━━ THE INPUT ━━

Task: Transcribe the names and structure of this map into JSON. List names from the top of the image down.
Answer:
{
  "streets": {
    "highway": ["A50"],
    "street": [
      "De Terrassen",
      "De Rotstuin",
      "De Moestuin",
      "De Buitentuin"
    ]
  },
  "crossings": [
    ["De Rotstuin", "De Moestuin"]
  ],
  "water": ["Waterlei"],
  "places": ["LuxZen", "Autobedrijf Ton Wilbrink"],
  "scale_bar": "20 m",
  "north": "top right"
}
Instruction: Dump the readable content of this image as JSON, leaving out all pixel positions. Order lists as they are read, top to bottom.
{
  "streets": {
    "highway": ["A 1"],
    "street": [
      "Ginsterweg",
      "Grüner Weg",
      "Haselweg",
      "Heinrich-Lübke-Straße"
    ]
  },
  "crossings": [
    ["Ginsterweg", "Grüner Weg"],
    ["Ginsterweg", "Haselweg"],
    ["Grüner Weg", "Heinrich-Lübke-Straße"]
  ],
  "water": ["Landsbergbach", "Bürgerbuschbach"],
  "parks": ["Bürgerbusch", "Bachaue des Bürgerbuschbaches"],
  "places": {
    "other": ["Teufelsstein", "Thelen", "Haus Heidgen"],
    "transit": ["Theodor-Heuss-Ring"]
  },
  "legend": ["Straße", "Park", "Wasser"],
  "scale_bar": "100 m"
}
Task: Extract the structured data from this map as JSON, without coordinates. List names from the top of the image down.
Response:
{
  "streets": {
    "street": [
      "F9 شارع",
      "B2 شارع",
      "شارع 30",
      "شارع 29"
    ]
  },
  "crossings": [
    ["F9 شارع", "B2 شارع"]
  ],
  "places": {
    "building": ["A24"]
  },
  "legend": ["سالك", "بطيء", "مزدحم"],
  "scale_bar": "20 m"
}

━━━

[TO DO] Return a copy of each line in the entries that carries the string "down".

[RESPONSE TO THIS EXERCISE]
Task: Transcribe the names and structure of this map into JSON. List names from the top of the image down.
Task: Extract the structured data from this map as JSON, without coordinates. List names from the top of the image down.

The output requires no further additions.